WORK REQUEST =>
Leave out the pictures and output the data verbatim.

PROVIDED RECORDS =>

---+---

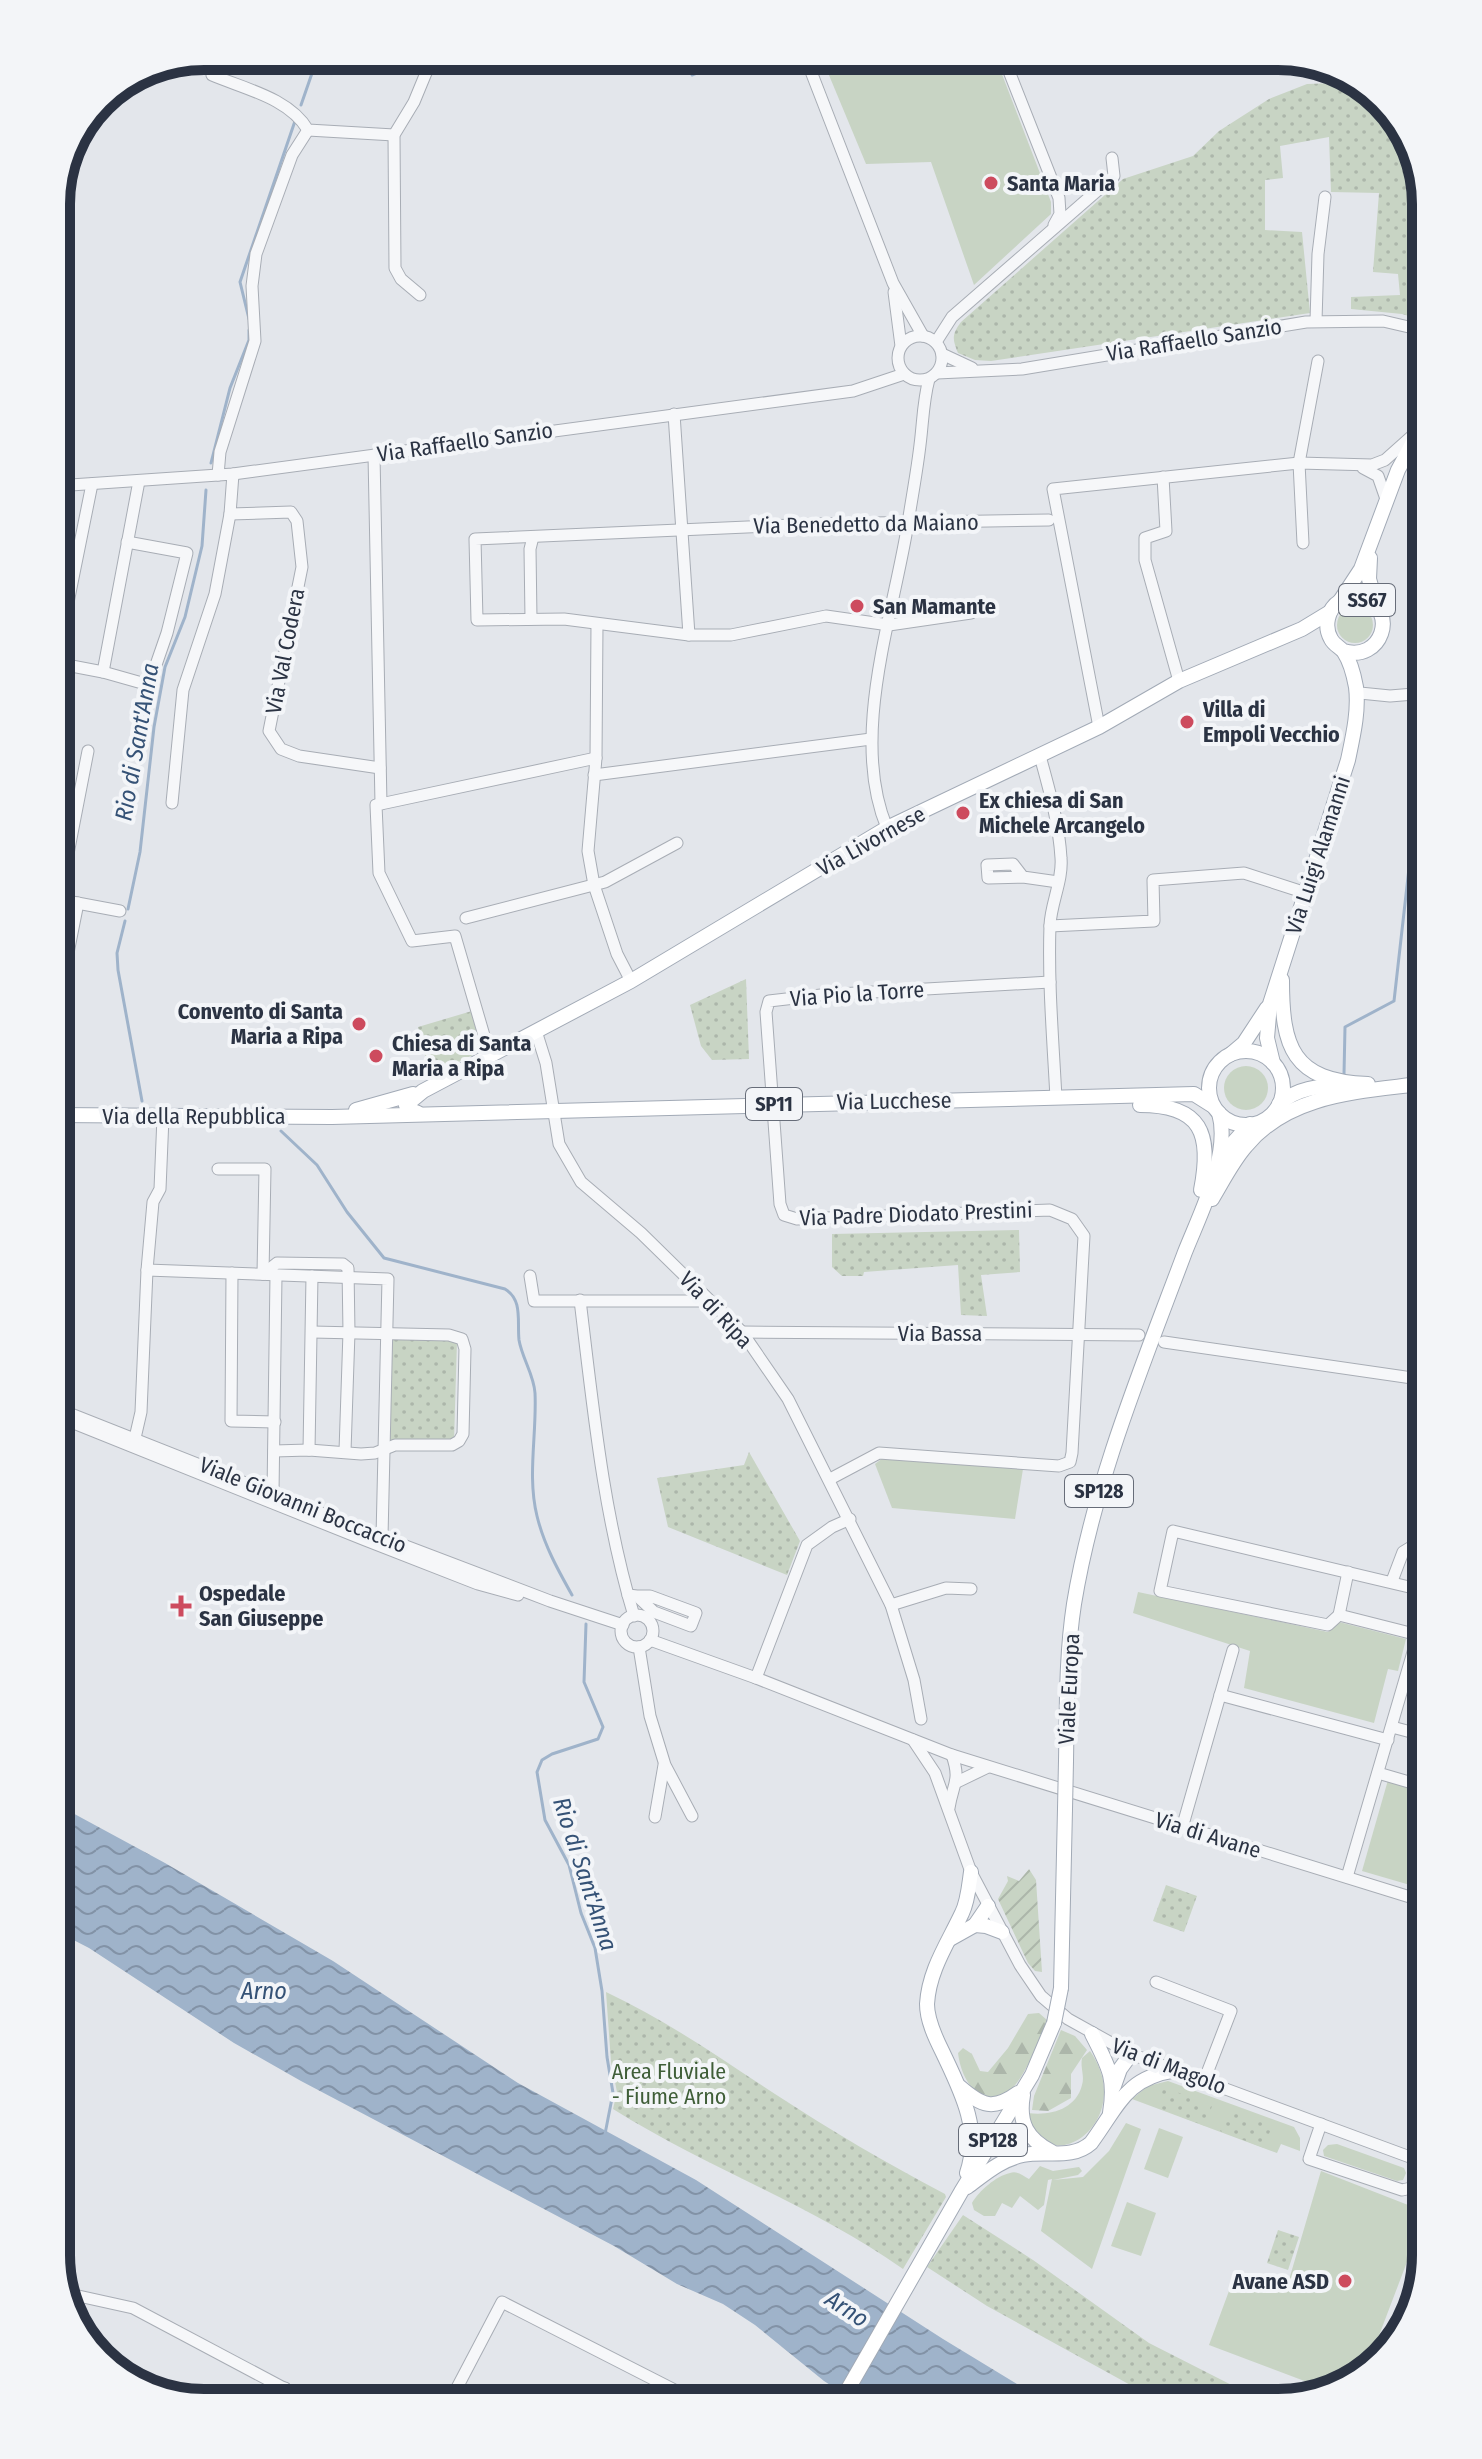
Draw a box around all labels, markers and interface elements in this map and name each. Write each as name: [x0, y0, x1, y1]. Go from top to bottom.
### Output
place label: Santa Maria: [1007, 170, 1115, 197]
marker: Santa Maria: [982, 174, 1000, 192]
street label: Via Raffaello Sanzio: [1104, 313, 1284, 367]
street label: Via Raffaello Sanzio: [375, 416, 555, 468]
street label: Via Benedetto da Maiano: [753, 509, 979, 539]
road number: SS67: [1339, 584, 1395, 616]
street label: Via Val Codera: [260, 586, 310, 716]
place label: San Mamante: [873, 593, 996, 620]
marker: San Mamante: [848, 597, 866, 615]
water label: Rio di Sant'Anna: [109, 661, 165, 823]
place label: Villa di Empoli Vecchio: [1202, 696, 1340, 748]
marker: Villa di Empoli Vecchio: [1178, 713, 1196, 731]
street label: Via Luigi Alamanni: [1280, 773, 1356, 937]
place label: Ex chiesa di San Michele Arcangelo: [979, 787, 1145, 839]
street label: Via Livornese: [812, 800, 930, 882]
marker: Ex chiesa di San Michele Arcangelo: [954, 804, 972, 822]
street label: Via Pio la Torre: [789, 976, 925, 1012]
place label: Convento di Santa Maria a Ripa: [178, 998, 343, 1050]
marker: Convento di Santa Maria a Ripa: [350, 1015, 368, 1033]
place label: Chiesa di Santa Maria a Ripa: [392, 1030, 531, 1082]
marker: Chiesa di Santa Maria a Ripa: [367, 1047, 385, 1065]
street label: Via Lucchese: [836, 1087, 952, 1115]
road number: SP11: [746, 1088, 802, 1120]
street label: Via della Repubblica: [102, 1103, 286, 1130]
street label: Via Padre Diodato Prestini: [799, 1196, 1033, 1232]
street label: Via di Ripa: [674, 1266, 758, 1354]
street label: Via Bassa: [898, 1320, 982, 1347]
street label: Viale Giovanni Boccaccio: [196, 1451, 410, 1559]
road number: SP128: [1065, 1475, 1133, 1507]
place label: Ospedale San Giuseppe: [199, 1580, 323, 1632]
marker: Ospedale San Giuseppe: [170, 1595, 192, 1617]
street label: Viale Europa: [1053, 1633, 1085, 1745]
water label: Rio di Sant'Anna: [547, 1794, 623, 1954]
street label: Via di Avane: [1152, 1806, 1264, 1864]
water label: Arno: [240, 1977, 287, 2005]
street label: Via di Magolo: [1108, 2032, 1230, 2100]
park label: Area Fluviale - Fiume Arno: [612, 2058, 726, 2110]
road number: SP128: [959, 2124, 1027, 2156]
place label: Avane ASD: [1231, 2268, 1329, 2295]
marker: Avane ASD: [1336, 2272, 1354, 2290]
water label: Arno: [819, 2284, 874, 2333]

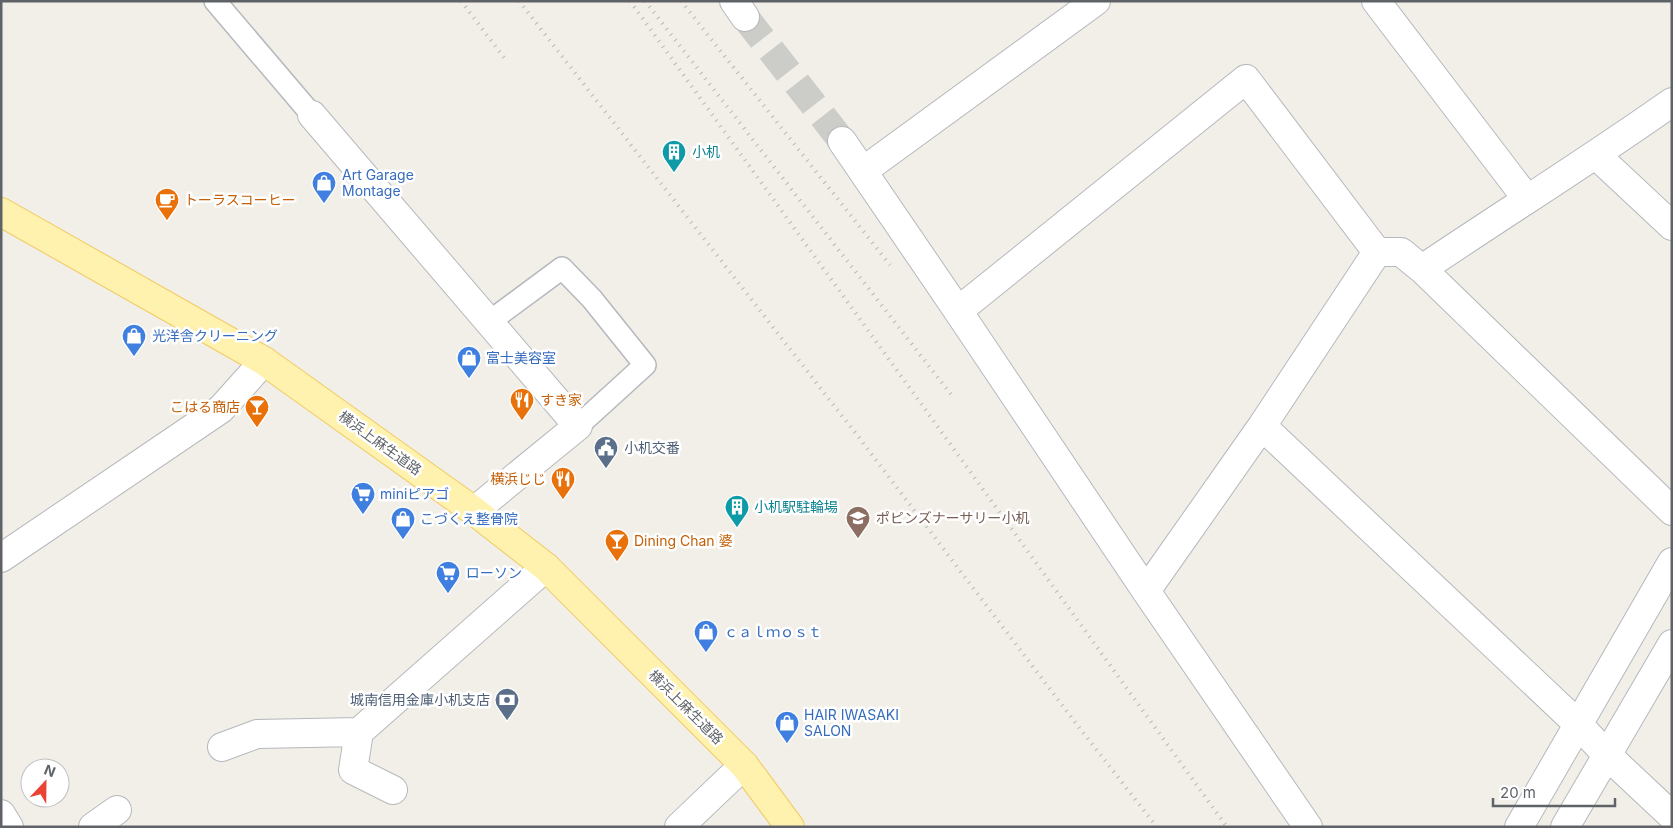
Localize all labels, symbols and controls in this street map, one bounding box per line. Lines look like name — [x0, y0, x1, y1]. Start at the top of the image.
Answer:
building icon: 小机 — [661, 139, 687, 173]
place label: 小机 — [692, 143, 720, 160]
place label: Art Garage Montage — [342, 166, 414, 199]
shop icon: Art Garage Montage — [311, 170, 337, 204]
cafe icon: トーラスコーヒー — [154, 187, 180, 221]
place label: トーラスコーヒー — [184, 191, 296, 208]
shop icon: 光洋舎クリーニング — [121, 323, 147, 357]
place label: 光洋舎クリーニング — [152, 327, 278, 344]
shop icon: 富士美容室 — [456, 345, 482, 379]
place label: 富士美容室 — [486, 349, 556, 366]
restaurant icon: すき家 — [509, 387, 535, 421]
place label: すき家 — [540, 391, 582, 408]
bar icon: こはる商店 — [244, 394, 270, 428]
place label: こはる商店 — [170, 398, 240, 415]
street label: 横浜上麻生道路 — [336, 407, 425, 478]
public building icon: 小机交番 — [593, 435, 619, 469]
place label: 小机交番 — [624, 439, 680, 456]
restaurant icon: 横浜じじ — [550, 466, 576, 500]
place label: 横浜じじ — [490, 470, 546, 487]
supermarket icon: miniピアゴ — [350, 481, 376, 515]
place label: miniピアゴ — [380, 485, 449, 502]
building icon: 小机駅駐輪場 — [724, 494, 750, 528]
place label: 小机駅駐輪場 — [754, 498, 838, 515]
school or university icon: ポピンズナーサリー小机 — [845, 505, 871, 539]
shop icon: こづくえ整骨院 — [390, 506, 416, 540]
place label: ポピンズナーサリー小机 — [876, 509, 1029, 526]
place label: こづくえ整骨院 — [420, 510, 518, 527]
bar icon: Dining Chan 婆 — [604, 528, 630, 562]
place label: Dining Chan 婆 — [634, 532, 733, 549]
supermarket icon: ローソン — [435, 560, 461, 594]
place label: ローソン — [466, 564, 522, 581]
shop icon: ｃａｌｍｏｓｔ — [693, 619, 719, 653]
place label: ｃａｌｍｏｓｔ — [724, 623, 822, 640]
street label: 横浜上麻生道路 — [646, 666, 727, 747]
bank icon: 城南信用金庫小机支店 — [494, 687, 520, 721]
place label: 城南信用金庫小机支店 — [350, 691, 490, 708]
place label: HAIR IWASAKI SALON — [804, 706, 899, 739]
shop icon: HAIR IWASAKI SALON — [774, 710, 800, 744]
north arrow — [20, 758, 70, 808]
text: N — [42, 761, 58, 780]
scale bar — [1493, 776, 1616, 808]
text: 20 m — [1500, 783, 1536, 802]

---+---

COMPLETED EXERCISE =>
Draw a box around all labels, markers and interface elements in this map and name each. Write each as name: [x0, y0, x1, y1]. Go from top to bottom.
### Output
place label: Santa Maria: [1007, 170, 1115, 197]
marker: Santa Maria: [982, 174, 1000, 192]
street label: Via Raffaello Sanzio: [1104, 313, 1284, 367]
street label: Via Raffaello Sanzio: [375, 416, 555, 468]
street label: Via Benedetto da Maiano: [753, 509, 979, 539]
road number: SS67: [1339, 584, 1395, 616]
street label: Via Val Codera: [260, 586, 310, 716]
place label: San Mamante: [873, 593, 996, 620]
marker: San Mamante: [848, 597, 866, 615]
water label: Rio di Sant'Anna: [109, 661, 165, 823]
place label: Villa di Empoli Vecchio: [1202, 696, 1340, 748]
marker: Villa di Empoli Vecchio: [1178, 713, 1196, 731]
street label: Via Luigi Alamanni: [1280, 773, 1356, 937]
place label: Ex chiesa di San Michele Arcangelo: [979, 787, 1145, 839]
street label: Via Livornese: [812, 800, 930, 882]
marker: Ex chiesa di San Michele Arcangelo: [954, 804, 972, 822]
street label: Via Pio la Torre: [789, 976, 925, 1012]
place label: Convento di Santa Maria a Ripa: [178, 998, 343, 1050]
marker: Convento di Santa Maria a Ripa: [350, 1015, 368, 1033]
place label: Chiesa di Santa Maria a Ripa: [392, 1030, 531, 1082]
marker: Chiesa di Santa Maria a Ripa: [367, 1047, 385, 1065]
street label: Via Lucchese: [836, 1087, 952, 1115]
road number: SP11: [746, 1088, 802, 1120]
street label: Via della Repubblica: [102, 1103, 286, 1130]
street label: Via Padre Diodato Prestini: [799, 1196, 1033, 1232]
street label: Via di Ripa: [674, 1266, 758, 1354]
street label: Via Bassa: [898, 1320, 982, 1347]
street label: Viale Giovanni Boccaccio: [196, 1451, 410, 1559]
road number: SP128: [1065, 1475, 1133, 1507]
place label: Ospedale San Giuseppe: [199, 1580, 323, 1632]
marker: Ospedale San Giuseppe: [170, 1595, 192, 1617]
street label: Viale Europa: [1053, 1633, 1085, 1745]
water label: Rio di Sant'Anna: [547, 1794, 623, 1954]
street label: Via di Avane: [1152, 1806, 1264, 1864]
water label: Arno: [240, 1977, 287, 2005]
street label: Via di Magolo: [1108, 2032, 1230, 2100]
park label: Area Fluviale - Fiume Arno: [612, 2058, 726, 2110]
road number: SP128: [959, 2124, 1027, 2156]
place label: Avane ASD: [1231, 2268, 1329, 2295]
marker: Avane ASD: [1336, 2272, 1354, 2290]
water label: Arno: [819, 2284, 874, 2333]

Localize all labels, symbols and controls in this street map, one bounding box per line. Lines look like name — [x0, y0, x1, y1]. Start at the top of the image.
Answer:
building icon: 小机 — [661, 139, 687, 173]
place label: 小机 — [692, 143, 720, 160]
place label: Art Garage Montage — [342, 166, 414, 199]
shop icon: Art Garage Montage — [311, 170, 337, 204]
cafe icon: トーラスコーヒー — [154, 187, 180, 221]
place label: トーラスコーヒー — [184, 191, 296, 208]
shop icon: 光洋舎クリーニング — [121, 323, 147, 357]
place label: 光洋舎クリーニング — [152, 327, 278, 344]
shop icon: 富士美容室 — [456, 345, 482, 379]
place label: 富士美容室 — [486, 349, 556, 366]
restaurant icon: すき家 — [509, 387, 535, 421]
place label: すき家 — [540, 391, 582, 408]
bar icon: こはる商店 — [244, 394, 270, 428]
place label: こはる商店 — [170, 398, 240, 415]
street label: 横浜上麻生道路 — [336, 407, 425, 478]
public building icon: 小机交番 — [593, 435, 619, 469]
place label: 小机交番 — [624, 439, 680, 456]
restaurant icon: 横浜じじ — [550, 466, 576, 500]
place label: 横浜じじ — [490, 470, 546, 487]
supermarket icon: miniピアゴ — [350, 481, 376, 515]
place label: miniピアゴ — [380, 485, 449, 502]
building icon: 小机駅駐輪場 — [724, 494, 750, 528]
place label: 小机駅駐輪場 — [754, 498, 838, 515]
school or university icon: ポピンズナーサリー小机 — [845, 505, 871, 539]
shop icon: こづくえ整骨院 — [390, 506, 416, 540]
place label: ポピンズナーサリー小机 — [876, 509, 1029, 526]
place label: こづくえ整骨院 — [420, 510, 518, 527]
bar icon: Dining Chan 婆 — [604, 528, 630, 562]
place label: Dining Chan 婆 — [634, 532, 733, 549]
supermarket icon: ローソン — [435, 560, 461, 594]
place label: ローソン — [466, 564, 522, 581]
shop icon: ｃａｌｍｏｓｔ — [693, 619, 719, 653]
place label: ｃａｌｍｏｓｔ — [724, 623, 822, 640]
street label: 横浜上麻生道路 — [646, 666, 727, 747]
bank icon: 城南信用金庫小机支店 — [494, 687, 520, 721]
place label: 城南信用金庫小机支店 — [350, 691, 490, 708]
place label: HAIR IWASAKI SALON — [804, 706, 899, 739]
shop icon: HAIR IWASAKI SALON — [774, 710, 800, 744]
north arrow — [20, 758, 70, 808]
text: N — [42, 761, 58, 780]
scale bar — [1493, 776, 1616, 808]
text: 20 m — [1500, 783, 1536, 802]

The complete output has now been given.